In May 1940, what percentage of Scots thought that the war had nothing to do with them? What percentage thought, if only we Scots don’t do anything nasty to the Germans, they will leave us alone? What percentage indeed thought that we were fighting England’s war or that it had been wrong to fight? Only a few Scottish nationalists plotting treason thought this, but their party was a joke and their cause was ridiculed if it was known about at all. At this point in our history virtually every Scot was equally proud of being British as Scottish. We had some of the best regiments in the British army and our soldiers had a reputation that few indeed could better. This reputation stretched back hundreds of years. It was a Scottish regiment which formed the “Thin Red Line” at Balaclava. They came to epitomise the spirit of the whole British Army. If it had been up to the SNP they would not have been there at all.

Even to look briefly at the history of warfare is to see that wars are frequently fought for reasons that look odd, or even trivial. The Crimean War was a dispute about access to churches in Jerusalem. The Franco-Prussian war was a dispute about who would occupy the throne in Spain together with a rather rude telegram from a town called Ems. Wars have been fought for far less sensible reasons than overthrowing dictators or freeing a country from evil.

Always call a thing what it is. We are plagued at the moment by an inability to agree on a name for our enemy.  I call them ISIS (Islamic State of Iraq and Syria), because that is what they call themselves. It is hard to think of a regime that has behaved more barbarously in history. There would have been a time when the mere existence of such a power was enough reason for us to do all in our power to destroy it. This would be the case even if these people were no threat to us.  But they are. Every week it seems there are people who want to kill in the name of ISIS. What would it take for the SNP to decide that now is the time to do something, rather than what amounts to nothing? What if there were an attack on a Scottish city? The folly however is that if there were such an attack it wouldn’t be ISIS that was blamed. Guess who would be blamed.

We are all equally at risk. We are at risk whether we do something or we do nothing. As long as ISIS exists there will always be that threat. If on the other hand we could defeat ISIS militarily, there would be a chance that the threat would be at least diminished.

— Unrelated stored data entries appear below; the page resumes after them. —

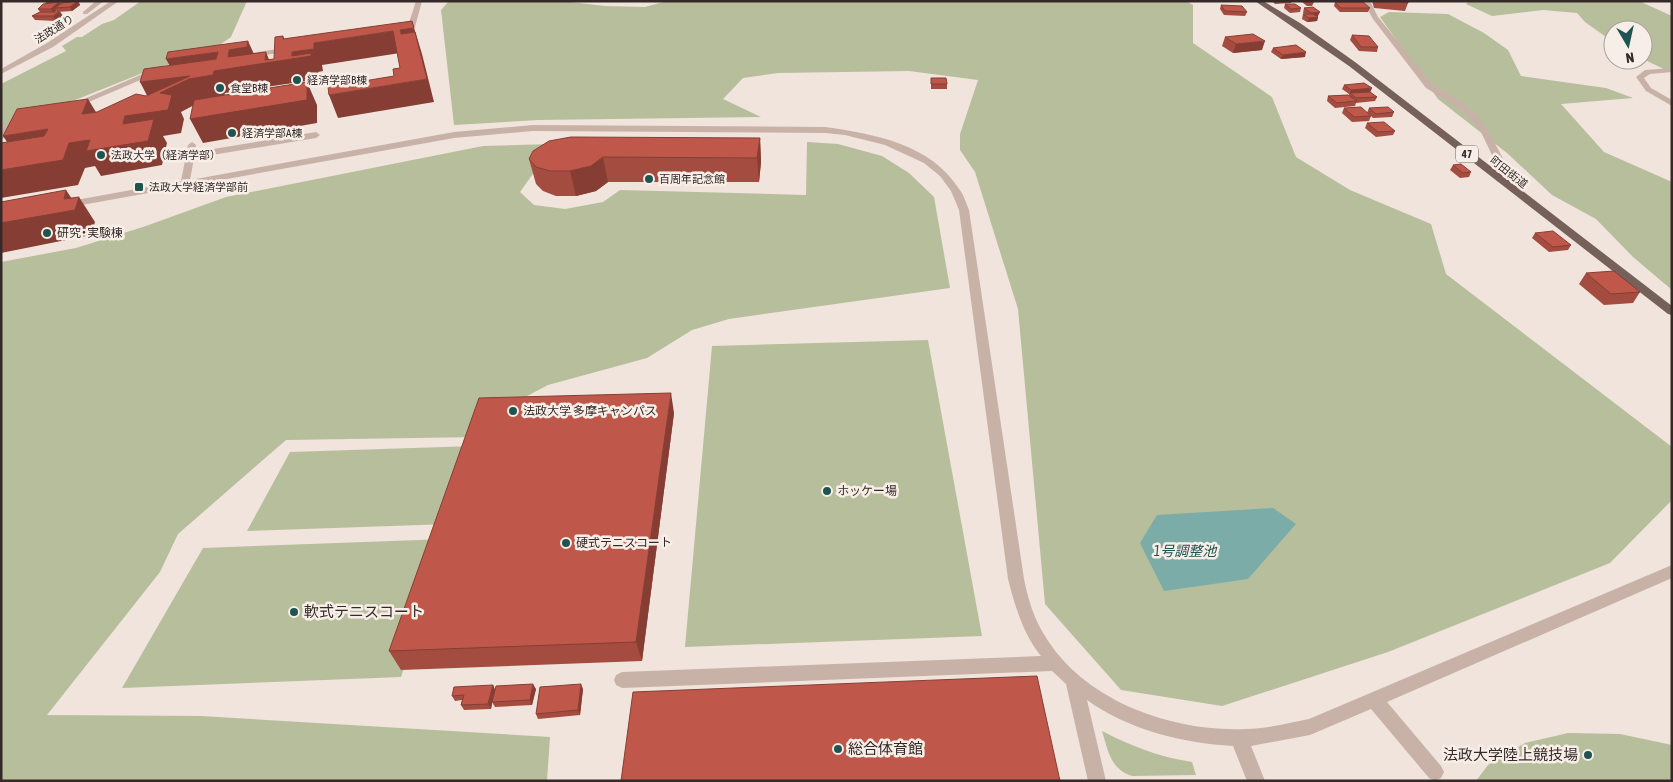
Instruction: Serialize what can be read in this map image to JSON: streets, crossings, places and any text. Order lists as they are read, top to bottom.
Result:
{
  "streets": {
    "main road": ["47", "町田街道"],
    "street": ["法政通り"]
  },
  "water": ["1号調整池"],
  "places": {
    "other": [
      "経済学部B棟",
      "食堂B棟",
      "経済学部A棟",
      "法政大学（経済学部）",
      "百周年記念館",
      "研究･実験棟",
      "法政大学 多摩キャンパス",
      "ホッケー場",
      "硬式テニスコート",
      "軟式テニスコート",
      "総合体育館",
      "法政大学陸上競技場"
    ],
    "transit": ["法政大学経済学部前"]
  },
  "north": "bottom"
}
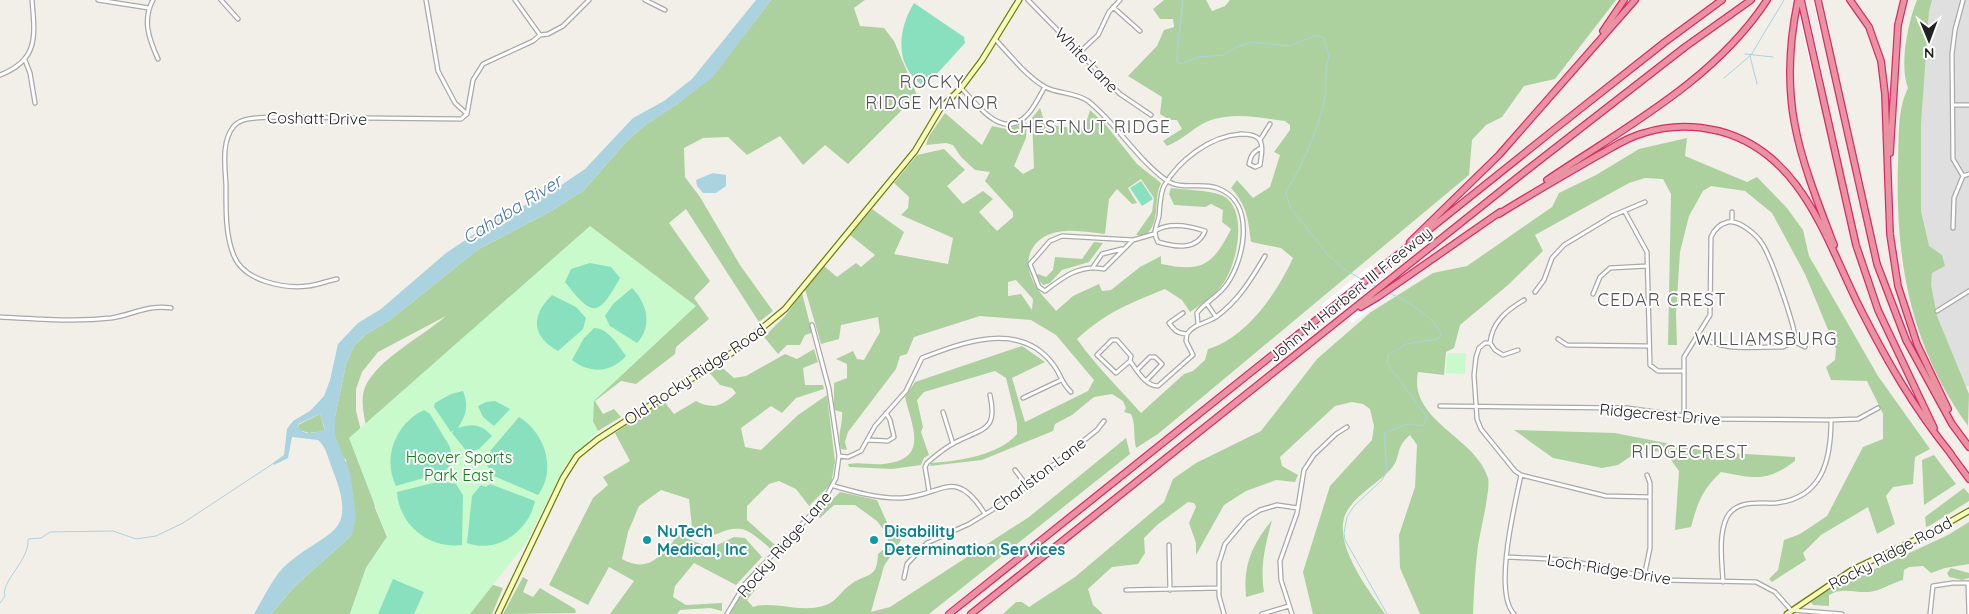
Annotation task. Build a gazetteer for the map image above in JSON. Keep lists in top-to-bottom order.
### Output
{
  "streets": {
    "highway": ["John M. Harbert III Freeway"],
    "street": [
      "White Lane",
      "Coshatt Drive",
      "Old Rocky Ridge Road",
      "Ridgecrest Drive",
      "Charlston Lane",
      "Rocky Ridge Lane",
      "Rocky Ridge Road",
      "Loch Ridge Drive"
    ]
  },
  "crossings": [
    ["Rocky Ridge Road", "Loch Ridge Drive"]
  ],
  "districts": [
    "ROCKY RIDGE MANOR",
    "CHESTNUT RIDGE",
    "CEDAR CREST",
    "WILLIAMSBURG",
    "RIDGECREST"
  ],
  "water": ["Cahaba River"],
  "parks": ["Hoover Sports Park East"],
  "places": ["NuTech Medical, Inc", "Disability Determination Services"],
  "north": "bottom"
}
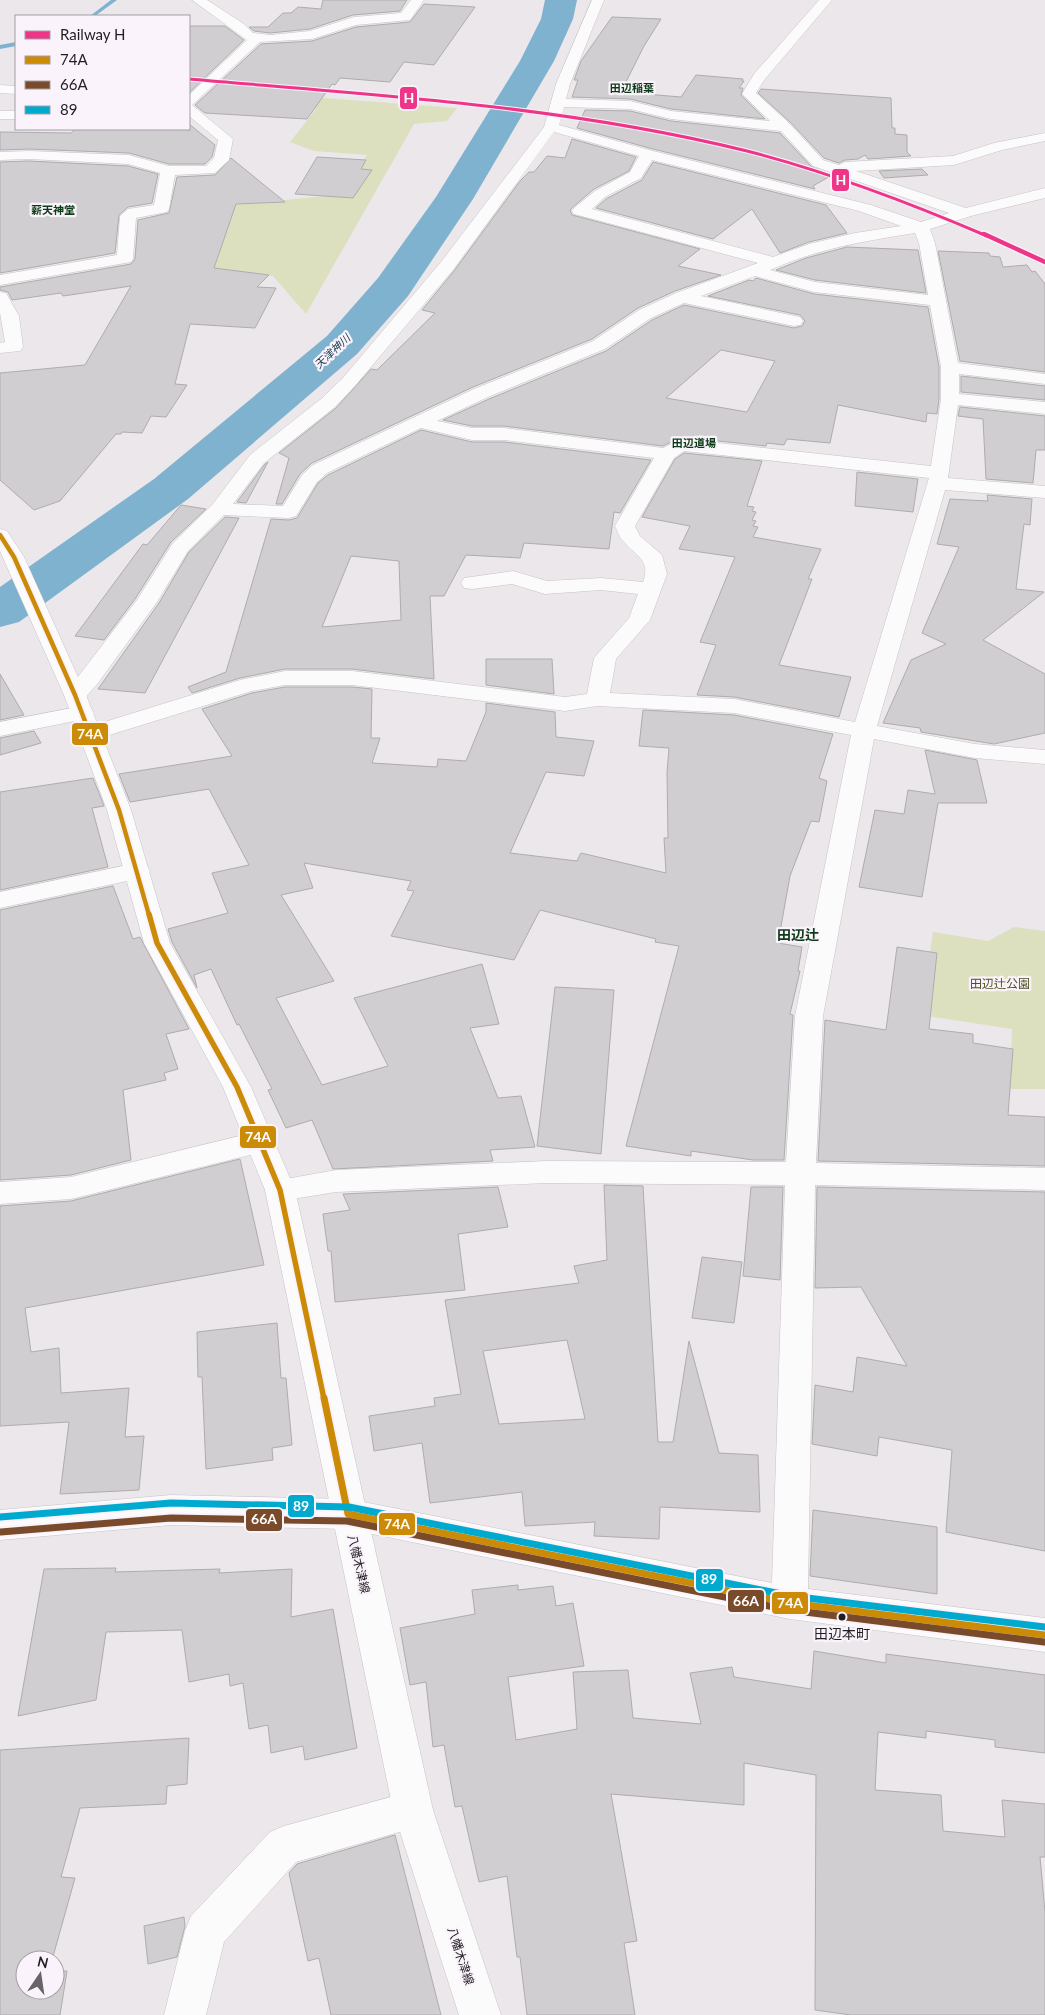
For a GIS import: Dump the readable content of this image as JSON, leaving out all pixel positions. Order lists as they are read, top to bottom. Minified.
{"streets":{"street":["八幡木津線"]},"districts":["田辺稲葉","薪天神堂","田辺道場","田辺辻"],"water":["天津神川"],"parks":["田辺辻公園"],"places":["田辺本町"],"lines":["rail line H","transit line 74A","transit line 89","transit line 66A"],"legend":["Railway H","74A","66A","89"],"north":"top"}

Why such reluctance to take military action? We have become weak and decadent and we have forgotten the true lessons of war. War at times is necessary. It is necessary when a problem cannot possibly be solved diplomatically. It is necessary when a threat is growing and when we can predict that it will become ever more dangerous if it is not confronted and destroyed. This is why we went to war in 1939.

The problem is that during the long period of relative peace since 1945 we have had a relentless message of pacifism. Children are almost exclusively taught about the horror and the futility of World War One. This may be part of the story, but it is not the whole story. Every film, every novel about war is described as anti-war.  Moreover, we have got to the stage where in order to walk down the street, primary school children need to wear fluorescent yellow bibs. We are adverse to all risk and go through our lives in fear of the most trivial danger. What became of the people that we once were? Where are the people of May 1940? They are all either dead or else they have been forgotten.

There are some people who are genuinely opposed to all war. There are some who think we should only use our military to defend ourselves and never for attack. Many people in Britain have seen the result of our wars in places like Iraq and Afghanistan and concluded that it’s not worth getting involved.  I disagree with the morality of non-resistance for there are circumstances when it allows evil to triumph. Neutrality frequently depends on collaboration with evil and anyway depends on the enemy respecting that neutrality. Sometimes in order to defend yourself, it’s necessary to attack. Few people however are morally opposed to war in all circumstances. The main reason for opposition to fighting ISIS is recent experience. Our interventions lately have not gone well. But the wrong lesson is being learned.

Due to the long period since 1945 when we have not fought a truly serious war we have forgotten how to win. No-one in Britain after May 1940 could have been mistaken about the seriousness of the threat that we faced. We therefore fought accordingly. Imagine if we had fought against the Nazis as we have recently fought against Iraq, Afghanistan and Libya.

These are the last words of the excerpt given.